Assignment: Go through the lines below. Copy those with "Transcribe".

Exercise material:
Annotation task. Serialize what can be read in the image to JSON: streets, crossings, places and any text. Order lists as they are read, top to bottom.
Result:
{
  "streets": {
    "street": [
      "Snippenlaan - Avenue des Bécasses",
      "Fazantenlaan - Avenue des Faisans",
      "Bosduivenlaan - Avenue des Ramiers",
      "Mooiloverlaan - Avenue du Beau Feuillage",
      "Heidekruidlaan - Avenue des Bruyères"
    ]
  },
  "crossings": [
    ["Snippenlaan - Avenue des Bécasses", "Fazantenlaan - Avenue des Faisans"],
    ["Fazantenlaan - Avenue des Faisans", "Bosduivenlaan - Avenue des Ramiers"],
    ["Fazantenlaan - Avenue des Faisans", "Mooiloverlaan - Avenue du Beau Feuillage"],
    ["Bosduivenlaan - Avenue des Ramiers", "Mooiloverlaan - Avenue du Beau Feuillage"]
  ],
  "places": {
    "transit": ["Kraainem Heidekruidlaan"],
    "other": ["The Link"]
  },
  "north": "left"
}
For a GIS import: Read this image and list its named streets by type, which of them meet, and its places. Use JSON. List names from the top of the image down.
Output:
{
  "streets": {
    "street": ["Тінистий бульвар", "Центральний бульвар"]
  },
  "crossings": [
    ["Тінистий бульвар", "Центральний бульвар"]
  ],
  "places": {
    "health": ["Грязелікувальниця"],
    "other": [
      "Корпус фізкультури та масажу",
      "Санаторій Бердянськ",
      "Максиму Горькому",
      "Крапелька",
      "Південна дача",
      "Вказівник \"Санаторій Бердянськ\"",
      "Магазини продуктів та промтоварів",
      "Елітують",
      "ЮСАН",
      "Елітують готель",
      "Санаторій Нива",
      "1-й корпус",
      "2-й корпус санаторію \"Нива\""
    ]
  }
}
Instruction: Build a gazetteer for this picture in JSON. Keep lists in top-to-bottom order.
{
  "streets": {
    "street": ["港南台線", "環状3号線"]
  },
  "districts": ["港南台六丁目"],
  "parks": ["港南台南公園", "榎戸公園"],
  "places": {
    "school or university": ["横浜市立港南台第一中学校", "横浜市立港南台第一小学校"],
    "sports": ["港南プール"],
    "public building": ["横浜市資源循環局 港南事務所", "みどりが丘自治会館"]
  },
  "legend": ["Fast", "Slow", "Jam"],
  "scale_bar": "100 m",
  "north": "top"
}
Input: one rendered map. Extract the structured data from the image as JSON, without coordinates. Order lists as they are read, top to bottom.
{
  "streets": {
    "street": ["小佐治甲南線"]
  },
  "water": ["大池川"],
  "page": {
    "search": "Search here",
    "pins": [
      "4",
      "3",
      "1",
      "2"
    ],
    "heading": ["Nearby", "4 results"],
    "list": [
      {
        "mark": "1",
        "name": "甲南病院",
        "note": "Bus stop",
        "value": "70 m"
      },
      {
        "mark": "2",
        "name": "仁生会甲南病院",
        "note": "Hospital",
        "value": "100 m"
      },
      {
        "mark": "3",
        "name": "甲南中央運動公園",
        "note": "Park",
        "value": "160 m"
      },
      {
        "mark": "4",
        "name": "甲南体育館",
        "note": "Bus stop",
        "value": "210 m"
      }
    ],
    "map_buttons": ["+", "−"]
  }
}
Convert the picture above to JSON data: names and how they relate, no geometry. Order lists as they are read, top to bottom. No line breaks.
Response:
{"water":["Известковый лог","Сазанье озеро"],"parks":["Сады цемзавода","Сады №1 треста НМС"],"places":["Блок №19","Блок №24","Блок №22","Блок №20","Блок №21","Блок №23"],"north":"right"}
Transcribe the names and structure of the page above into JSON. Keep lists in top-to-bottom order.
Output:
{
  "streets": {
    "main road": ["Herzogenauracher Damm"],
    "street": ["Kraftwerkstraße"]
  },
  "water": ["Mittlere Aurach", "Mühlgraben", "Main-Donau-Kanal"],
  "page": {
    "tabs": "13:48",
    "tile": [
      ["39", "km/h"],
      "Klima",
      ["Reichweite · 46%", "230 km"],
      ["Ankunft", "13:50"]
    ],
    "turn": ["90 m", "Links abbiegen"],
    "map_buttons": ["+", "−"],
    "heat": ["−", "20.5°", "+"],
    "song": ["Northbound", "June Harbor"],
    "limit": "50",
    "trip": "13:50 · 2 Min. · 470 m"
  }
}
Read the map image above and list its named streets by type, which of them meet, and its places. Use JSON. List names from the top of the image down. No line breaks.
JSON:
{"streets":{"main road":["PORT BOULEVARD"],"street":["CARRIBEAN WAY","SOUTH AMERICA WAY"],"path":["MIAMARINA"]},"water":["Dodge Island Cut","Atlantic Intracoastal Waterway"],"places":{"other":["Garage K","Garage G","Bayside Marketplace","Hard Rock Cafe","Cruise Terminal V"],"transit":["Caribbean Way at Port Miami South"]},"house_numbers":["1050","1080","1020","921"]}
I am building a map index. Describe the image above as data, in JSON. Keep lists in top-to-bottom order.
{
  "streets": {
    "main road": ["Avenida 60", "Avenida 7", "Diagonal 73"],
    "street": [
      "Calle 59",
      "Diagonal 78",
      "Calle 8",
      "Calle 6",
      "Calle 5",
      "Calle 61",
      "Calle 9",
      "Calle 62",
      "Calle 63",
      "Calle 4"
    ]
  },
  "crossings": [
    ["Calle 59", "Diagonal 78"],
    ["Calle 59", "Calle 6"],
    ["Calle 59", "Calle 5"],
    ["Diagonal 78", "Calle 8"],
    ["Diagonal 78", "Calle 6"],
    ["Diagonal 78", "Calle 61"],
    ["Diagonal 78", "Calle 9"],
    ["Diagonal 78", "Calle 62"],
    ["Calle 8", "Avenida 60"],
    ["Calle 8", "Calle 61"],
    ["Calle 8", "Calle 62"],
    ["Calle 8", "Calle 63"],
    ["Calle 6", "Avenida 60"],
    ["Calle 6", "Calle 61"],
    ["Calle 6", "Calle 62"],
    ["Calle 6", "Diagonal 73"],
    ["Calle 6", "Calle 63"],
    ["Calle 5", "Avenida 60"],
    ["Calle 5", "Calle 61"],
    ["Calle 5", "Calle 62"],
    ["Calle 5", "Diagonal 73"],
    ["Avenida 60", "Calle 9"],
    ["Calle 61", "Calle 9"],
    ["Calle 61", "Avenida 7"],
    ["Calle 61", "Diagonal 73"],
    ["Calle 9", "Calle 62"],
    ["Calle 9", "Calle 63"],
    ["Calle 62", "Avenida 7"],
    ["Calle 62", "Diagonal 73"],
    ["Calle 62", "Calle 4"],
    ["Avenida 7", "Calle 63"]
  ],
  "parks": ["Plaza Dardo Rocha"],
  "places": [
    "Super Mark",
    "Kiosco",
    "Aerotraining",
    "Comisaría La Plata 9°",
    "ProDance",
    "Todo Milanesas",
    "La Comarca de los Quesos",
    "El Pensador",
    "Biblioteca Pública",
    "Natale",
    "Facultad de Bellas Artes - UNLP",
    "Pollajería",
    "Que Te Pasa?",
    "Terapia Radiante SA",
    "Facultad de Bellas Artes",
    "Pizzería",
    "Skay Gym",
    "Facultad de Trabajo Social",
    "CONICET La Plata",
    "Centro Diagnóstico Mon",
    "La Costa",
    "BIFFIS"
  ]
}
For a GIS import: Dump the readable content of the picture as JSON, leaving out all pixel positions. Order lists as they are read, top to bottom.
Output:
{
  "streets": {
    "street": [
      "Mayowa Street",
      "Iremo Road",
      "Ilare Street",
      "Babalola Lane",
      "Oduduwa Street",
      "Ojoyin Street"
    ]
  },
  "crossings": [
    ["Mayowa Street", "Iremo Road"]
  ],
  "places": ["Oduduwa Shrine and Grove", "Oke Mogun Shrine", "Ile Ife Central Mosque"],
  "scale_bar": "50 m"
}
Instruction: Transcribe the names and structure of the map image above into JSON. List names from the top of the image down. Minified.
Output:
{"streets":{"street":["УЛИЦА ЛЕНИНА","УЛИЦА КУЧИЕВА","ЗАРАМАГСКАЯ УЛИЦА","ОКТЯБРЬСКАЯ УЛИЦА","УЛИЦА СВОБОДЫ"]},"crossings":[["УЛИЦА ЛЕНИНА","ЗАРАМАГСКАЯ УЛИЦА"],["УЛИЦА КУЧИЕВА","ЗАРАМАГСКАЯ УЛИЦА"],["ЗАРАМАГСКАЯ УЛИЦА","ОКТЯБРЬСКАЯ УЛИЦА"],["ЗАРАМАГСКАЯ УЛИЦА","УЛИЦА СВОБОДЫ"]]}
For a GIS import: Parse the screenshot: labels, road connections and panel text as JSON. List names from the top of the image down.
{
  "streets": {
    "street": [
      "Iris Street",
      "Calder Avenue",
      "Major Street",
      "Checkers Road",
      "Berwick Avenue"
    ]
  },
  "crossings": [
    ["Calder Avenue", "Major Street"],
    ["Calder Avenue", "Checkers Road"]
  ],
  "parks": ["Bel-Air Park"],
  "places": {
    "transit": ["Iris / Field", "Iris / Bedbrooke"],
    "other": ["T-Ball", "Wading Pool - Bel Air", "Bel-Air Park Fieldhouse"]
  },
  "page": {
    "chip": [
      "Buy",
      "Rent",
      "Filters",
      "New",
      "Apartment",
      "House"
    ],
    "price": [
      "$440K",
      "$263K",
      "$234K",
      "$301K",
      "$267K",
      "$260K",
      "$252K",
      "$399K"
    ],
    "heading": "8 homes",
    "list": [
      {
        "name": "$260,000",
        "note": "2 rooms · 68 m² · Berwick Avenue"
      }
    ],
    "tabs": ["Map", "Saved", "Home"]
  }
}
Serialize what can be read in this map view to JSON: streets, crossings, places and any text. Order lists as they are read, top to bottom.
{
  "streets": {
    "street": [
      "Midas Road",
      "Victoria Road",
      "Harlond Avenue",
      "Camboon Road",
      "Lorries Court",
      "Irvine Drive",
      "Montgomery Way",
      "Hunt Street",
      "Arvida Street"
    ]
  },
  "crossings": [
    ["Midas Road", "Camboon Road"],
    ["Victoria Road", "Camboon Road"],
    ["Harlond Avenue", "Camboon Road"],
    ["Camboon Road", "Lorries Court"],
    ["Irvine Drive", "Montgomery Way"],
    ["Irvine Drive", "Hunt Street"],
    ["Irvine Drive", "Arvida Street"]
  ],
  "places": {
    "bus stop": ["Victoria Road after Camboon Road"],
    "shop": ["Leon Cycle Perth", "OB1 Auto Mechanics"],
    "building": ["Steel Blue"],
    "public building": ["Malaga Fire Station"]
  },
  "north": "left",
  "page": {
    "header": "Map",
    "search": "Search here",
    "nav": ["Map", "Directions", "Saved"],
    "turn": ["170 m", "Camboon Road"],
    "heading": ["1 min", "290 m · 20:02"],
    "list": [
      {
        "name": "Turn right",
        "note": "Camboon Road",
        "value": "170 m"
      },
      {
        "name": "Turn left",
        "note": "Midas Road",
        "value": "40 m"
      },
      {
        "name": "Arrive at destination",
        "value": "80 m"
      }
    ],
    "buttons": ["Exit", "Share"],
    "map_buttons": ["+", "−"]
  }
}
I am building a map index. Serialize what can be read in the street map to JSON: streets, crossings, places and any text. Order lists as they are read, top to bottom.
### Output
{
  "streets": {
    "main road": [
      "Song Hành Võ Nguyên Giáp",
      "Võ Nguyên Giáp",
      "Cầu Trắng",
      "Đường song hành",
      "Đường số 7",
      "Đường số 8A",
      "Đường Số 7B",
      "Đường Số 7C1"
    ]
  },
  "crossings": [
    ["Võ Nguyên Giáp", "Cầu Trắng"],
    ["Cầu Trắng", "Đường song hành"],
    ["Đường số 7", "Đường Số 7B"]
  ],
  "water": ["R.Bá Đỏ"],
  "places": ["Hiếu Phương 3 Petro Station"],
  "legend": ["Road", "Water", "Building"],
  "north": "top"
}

Response area:
Transcribe the names and structure of the page above into JSON. Keep lists in top-to-bottom order.
Instruction: Transcribe the names and structure of the map image above into JSON. List names from the top of the image down. Minified.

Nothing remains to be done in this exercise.